Inanna bir gün yer altı dünyasında hüküm sürmekte olan kız kardeşini görmek için yeraltı dünyasına iner. Ziyaret gerçekleşir, hatta belki de şüphe uyandıracak kadar uzar. Durum bu olunca kardeşi yeraltı dünyasındaki iktidarındaki iktidarından olma korkusuyla İnanna'yı bir cesede çevirir. Günler geçer, İnanna dönmeyince veziri hemen tanrılar meclisine koşar ve durumu anlatır. Diğer tanrılar eden bulur diye düşünse de bilgelik tanrısı Enki hemen müdahale eder, İnanna tekrardan canlandırılır. Fakat tam da yer altından çıkacakken kapıda durdurulur ve ona yer altından çıkacak olan bir bedene karşılık başka bir beden bulması gerektiği söylenir.

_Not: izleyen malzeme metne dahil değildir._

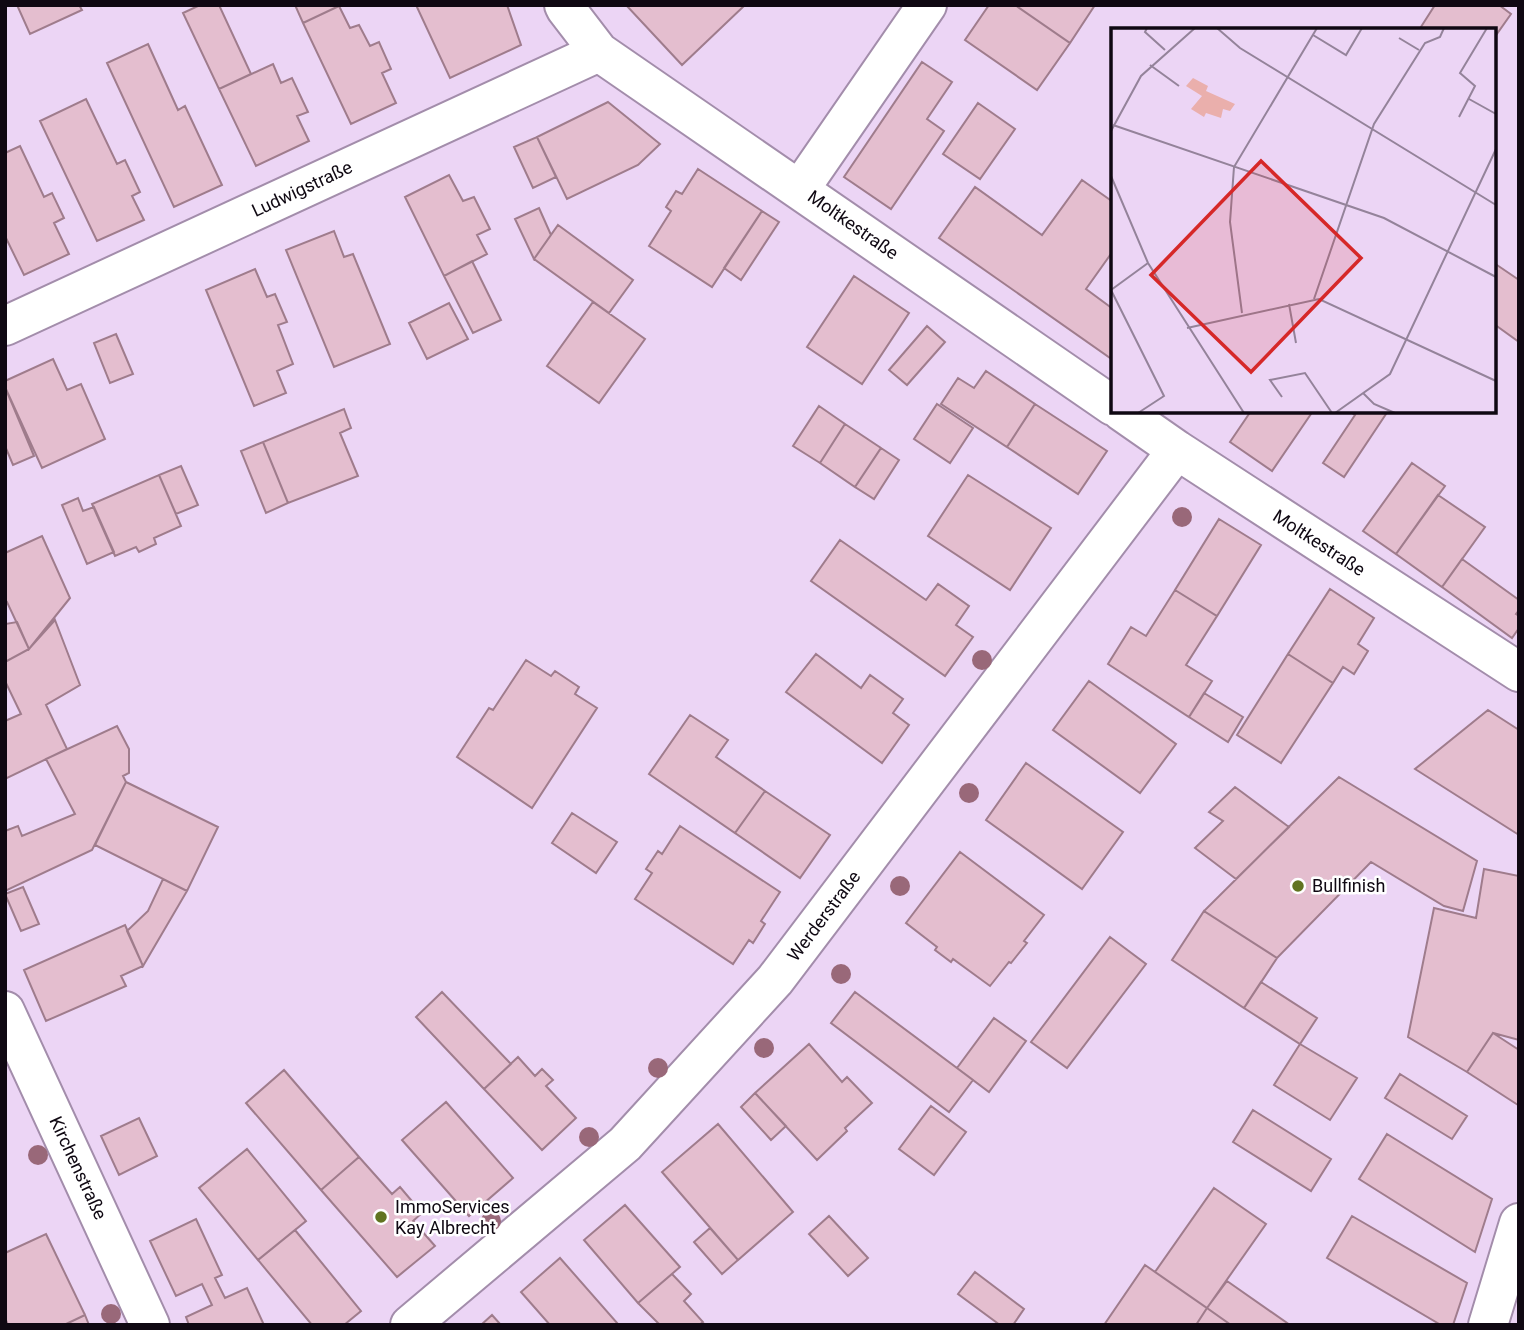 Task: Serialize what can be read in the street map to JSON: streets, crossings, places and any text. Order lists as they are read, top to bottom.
{
  "streets": {
    "street": [
      "Ludwigstraße",
      "Moltkestraße",
      "Werderstraße",
      "Kirchenstraße"
    ]
  },
  "crossings": [
    ["Ludwigstraße", "Moltkestraße"],
    ["Moltkestraße", "Werderstraße"]
  ],
  "places": ["Bullfinish", "ImmoServices Kay Albrecht"]
}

Yer altından çıktığında bazı kaynaklara göre ilk olarak insanları görür, insanlar üzüntülerinden çuvallar giymiş, ağıtlar yakar halde olduklarından kullarını yeraltından kendisiyle gelen zebanilerine vermeye gönlü razı olmaz. Kocasının sarayına doğru gider. Bir de ne görsün? Temmuz Efendi'nin keyfi yerinde, güzel kıyafetler içerisinde, neşeyle tahtında oturuyor. Sinirden çıldırır ve cinlere "Beden mi dediniz, alın size beden!" der ve kocası cinler tarafından yer altına götürülür. Tabii bu duruma en çok Temmuz'un kız kardeşi hayal tanrısı Geştinanna üzülür. Tanrılara yalvarır yakarır. Temmuz'u tamamen kurtaramasa da onun yerine yarım yıl yerin altında kalmaya tanrıları razı eder.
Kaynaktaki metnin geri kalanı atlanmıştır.